New Year’s Day in California has always been marked with the Annual Rose Parade. Since it began in 1890, the Rose Parade has always been held in Pasadena and is marked by a procession of floats covered in roses, a march of horses and bands and also a college football match called the Rose Bowl.
Being chosen to ride a float and represent the city is a very big honor. And Joan Williams see it as such. However, while she was chosen as “Miss Crown City” to represent the Pasadena City Hall in 1958, it took her 56 years before she would be able to ride atop a float.
In 1958, she was chosen by her colleagues to represent the city in the many events happening for the Rose Parade. Her selection was made in August and the parade was to happen in January 1st of the year. The honor made Williams very excited. However, that excitement was cut short when an interview by the Pasadena Independent discovered she was black.
In spite of having light skin, Williams heritage is black. And as soon as the organizer found out about this, they scratched off all events she was to participate in. The float where she was supposed to be in was withdrawn from the list in the parade and the reason given to her was that too many floats have entered already. In another incident, the city mayor declined to have his photo taken with her at the request of a Jet magazine photographer.
This hurt Williams so bad that at one point she said, “If I had to do it all over again, I would refuse the title.”
But it seemed that an opportunity for her to finally ride a float opened. When Pasadena Mayor Bill Bogaard heard the story, he sought her out and they talked. After which, Tournament of Roses Director Bill Flinn contacted Williams and askd her to join this year’s festivities, with the theme “Inspiring Stories.” She was initially reluctant but Williams finally agreed.

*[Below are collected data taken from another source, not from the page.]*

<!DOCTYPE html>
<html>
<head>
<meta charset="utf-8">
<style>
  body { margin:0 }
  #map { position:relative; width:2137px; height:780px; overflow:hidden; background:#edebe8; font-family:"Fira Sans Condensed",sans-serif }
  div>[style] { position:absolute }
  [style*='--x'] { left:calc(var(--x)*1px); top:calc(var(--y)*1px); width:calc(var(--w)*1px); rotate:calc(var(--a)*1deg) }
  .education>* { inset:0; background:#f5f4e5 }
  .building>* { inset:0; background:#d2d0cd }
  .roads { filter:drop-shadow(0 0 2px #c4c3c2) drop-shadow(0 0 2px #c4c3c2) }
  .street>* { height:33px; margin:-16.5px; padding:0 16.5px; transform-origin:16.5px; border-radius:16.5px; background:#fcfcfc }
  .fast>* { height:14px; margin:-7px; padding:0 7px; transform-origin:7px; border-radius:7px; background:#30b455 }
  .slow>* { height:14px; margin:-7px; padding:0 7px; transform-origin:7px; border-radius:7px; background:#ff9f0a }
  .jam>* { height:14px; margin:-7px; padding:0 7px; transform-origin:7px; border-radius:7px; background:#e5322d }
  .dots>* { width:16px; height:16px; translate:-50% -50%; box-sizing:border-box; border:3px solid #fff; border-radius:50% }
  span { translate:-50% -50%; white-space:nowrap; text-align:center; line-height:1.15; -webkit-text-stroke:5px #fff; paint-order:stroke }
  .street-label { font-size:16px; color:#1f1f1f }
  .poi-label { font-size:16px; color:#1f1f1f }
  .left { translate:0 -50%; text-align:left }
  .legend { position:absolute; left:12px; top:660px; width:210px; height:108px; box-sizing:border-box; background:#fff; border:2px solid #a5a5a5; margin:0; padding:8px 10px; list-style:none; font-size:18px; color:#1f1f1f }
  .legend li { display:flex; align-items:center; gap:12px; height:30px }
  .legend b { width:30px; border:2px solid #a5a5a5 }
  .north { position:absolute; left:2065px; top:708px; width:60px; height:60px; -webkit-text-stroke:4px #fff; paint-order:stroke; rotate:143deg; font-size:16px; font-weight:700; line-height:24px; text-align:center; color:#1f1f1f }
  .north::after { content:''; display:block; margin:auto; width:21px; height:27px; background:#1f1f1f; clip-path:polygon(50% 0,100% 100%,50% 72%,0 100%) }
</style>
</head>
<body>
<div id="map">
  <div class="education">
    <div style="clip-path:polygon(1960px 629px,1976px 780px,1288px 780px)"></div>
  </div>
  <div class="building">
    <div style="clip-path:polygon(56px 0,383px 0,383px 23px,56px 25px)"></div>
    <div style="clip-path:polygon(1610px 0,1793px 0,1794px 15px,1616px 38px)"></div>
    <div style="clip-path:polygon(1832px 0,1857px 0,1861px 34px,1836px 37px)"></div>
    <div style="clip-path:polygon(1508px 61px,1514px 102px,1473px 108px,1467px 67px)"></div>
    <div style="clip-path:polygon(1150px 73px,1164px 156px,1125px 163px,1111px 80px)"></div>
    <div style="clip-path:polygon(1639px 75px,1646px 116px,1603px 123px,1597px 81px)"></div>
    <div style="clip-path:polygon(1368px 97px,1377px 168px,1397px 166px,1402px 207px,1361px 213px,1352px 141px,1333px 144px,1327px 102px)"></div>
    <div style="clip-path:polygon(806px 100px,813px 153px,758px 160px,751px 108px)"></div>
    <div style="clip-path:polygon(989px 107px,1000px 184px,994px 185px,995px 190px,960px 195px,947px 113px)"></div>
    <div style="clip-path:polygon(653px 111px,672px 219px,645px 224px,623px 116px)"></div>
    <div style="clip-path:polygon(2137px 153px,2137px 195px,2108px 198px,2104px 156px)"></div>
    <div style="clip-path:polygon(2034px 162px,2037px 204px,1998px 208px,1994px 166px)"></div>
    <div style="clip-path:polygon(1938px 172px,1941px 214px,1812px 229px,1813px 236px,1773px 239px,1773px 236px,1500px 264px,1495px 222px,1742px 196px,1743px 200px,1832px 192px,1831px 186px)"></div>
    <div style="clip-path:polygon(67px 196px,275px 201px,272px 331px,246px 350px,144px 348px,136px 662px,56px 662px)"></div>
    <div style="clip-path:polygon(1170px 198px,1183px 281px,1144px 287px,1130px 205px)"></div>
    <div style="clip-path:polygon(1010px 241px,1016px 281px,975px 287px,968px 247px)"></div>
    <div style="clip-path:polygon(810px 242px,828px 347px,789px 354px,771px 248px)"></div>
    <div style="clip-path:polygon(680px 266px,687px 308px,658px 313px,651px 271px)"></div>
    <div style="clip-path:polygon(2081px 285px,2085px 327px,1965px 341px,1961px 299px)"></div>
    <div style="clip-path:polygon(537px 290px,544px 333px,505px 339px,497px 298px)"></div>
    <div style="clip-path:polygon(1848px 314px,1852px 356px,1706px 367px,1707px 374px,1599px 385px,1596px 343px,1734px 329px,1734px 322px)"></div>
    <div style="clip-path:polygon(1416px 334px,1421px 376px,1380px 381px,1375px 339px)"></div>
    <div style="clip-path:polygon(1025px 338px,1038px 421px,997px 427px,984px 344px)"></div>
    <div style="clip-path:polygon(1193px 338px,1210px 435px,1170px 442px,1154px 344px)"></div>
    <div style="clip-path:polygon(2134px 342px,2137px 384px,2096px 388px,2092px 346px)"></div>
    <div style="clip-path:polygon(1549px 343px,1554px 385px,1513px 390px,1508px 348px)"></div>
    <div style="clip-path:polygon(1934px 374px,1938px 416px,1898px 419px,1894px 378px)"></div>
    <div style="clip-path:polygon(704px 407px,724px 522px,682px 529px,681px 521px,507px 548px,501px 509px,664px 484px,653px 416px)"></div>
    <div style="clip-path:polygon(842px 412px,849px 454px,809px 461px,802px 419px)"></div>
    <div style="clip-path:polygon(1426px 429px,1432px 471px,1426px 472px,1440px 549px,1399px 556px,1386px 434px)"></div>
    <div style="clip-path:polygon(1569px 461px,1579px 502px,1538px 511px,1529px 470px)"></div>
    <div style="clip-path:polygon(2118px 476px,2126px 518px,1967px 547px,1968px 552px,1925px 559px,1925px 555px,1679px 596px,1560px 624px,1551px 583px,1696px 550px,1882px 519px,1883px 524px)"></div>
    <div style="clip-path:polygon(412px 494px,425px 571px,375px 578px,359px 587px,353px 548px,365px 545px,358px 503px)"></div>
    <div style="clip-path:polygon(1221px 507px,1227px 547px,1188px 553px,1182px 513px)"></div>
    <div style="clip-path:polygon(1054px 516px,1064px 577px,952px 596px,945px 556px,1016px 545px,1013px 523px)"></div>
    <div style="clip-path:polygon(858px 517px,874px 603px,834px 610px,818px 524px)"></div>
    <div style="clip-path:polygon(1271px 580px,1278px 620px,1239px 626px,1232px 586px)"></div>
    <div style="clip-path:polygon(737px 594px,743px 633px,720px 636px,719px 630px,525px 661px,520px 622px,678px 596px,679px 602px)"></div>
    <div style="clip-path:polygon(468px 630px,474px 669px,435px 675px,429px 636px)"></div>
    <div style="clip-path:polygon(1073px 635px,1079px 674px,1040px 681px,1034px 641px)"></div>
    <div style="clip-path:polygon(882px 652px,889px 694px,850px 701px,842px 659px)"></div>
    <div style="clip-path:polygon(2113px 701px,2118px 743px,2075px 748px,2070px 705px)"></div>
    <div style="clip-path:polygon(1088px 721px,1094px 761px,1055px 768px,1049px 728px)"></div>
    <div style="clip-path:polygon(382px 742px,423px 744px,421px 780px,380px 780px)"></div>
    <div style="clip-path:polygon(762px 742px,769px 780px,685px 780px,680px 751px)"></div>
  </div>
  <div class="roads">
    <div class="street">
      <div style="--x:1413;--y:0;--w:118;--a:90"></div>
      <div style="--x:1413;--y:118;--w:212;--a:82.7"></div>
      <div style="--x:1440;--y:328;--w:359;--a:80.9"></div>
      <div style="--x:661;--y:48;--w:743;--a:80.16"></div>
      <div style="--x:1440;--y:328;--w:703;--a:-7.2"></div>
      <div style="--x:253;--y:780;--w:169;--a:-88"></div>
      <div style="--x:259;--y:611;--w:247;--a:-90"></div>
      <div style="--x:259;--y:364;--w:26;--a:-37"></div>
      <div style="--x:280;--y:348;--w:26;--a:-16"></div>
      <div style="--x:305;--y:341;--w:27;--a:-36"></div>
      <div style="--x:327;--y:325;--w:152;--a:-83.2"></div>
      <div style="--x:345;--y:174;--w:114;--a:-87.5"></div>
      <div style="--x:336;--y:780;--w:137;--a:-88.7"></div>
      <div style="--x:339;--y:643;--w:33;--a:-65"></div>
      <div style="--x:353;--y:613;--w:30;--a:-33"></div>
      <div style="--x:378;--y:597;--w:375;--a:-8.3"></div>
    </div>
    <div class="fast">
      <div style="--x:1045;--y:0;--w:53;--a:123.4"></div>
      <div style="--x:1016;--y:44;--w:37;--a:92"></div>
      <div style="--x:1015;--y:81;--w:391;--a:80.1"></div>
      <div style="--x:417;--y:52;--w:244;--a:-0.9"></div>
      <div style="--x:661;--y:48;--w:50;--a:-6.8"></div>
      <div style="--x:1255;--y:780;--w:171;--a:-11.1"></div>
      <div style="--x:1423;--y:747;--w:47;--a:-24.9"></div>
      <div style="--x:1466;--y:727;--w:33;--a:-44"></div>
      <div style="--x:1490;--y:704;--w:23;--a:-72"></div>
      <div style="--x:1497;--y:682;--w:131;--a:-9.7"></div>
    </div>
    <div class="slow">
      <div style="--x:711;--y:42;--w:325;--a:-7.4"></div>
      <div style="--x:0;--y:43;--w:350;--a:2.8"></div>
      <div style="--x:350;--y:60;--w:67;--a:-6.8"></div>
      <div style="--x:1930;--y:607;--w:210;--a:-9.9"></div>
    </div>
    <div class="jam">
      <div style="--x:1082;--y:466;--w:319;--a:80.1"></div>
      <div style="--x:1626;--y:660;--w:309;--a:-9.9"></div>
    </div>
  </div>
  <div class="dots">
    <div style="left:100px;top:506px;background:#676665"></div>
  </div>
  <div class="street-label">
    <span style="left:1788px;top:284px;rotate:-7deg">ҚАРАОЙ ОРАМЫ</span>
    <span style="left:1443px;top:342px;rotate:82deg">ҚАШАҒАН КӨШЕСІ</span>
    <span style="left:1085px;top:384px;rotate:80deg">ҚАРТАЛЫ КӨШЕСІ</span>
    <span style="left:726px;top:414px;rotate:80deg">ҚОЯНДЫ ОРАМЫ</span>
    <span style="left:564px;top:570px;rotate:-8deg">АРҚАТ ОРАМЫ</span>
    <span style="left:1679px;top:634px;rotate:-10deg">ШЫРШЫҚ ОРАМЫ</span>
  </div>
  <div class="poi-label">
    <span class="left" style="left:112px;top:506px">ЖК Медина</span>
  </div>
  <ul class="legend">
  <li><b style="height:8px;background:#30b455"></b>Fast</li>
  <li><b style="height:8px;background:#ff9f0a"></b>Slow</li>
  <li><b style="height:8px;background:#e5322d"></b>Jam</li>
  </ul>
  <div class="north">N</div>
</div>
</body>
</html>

For Williams, it was not about the honor that hurt her. But more than anything, the issue that surfaced from her story is the continuous plight of black people in country where race is a concern. She said, “I want to honor the community and especially the African-American community who were so vocal about feeling the city needed to make an apology.” Later adding, “Now I’m expecting a great-grandchild and now when he sits on my lap and I tell the story, it will have a happier ending.”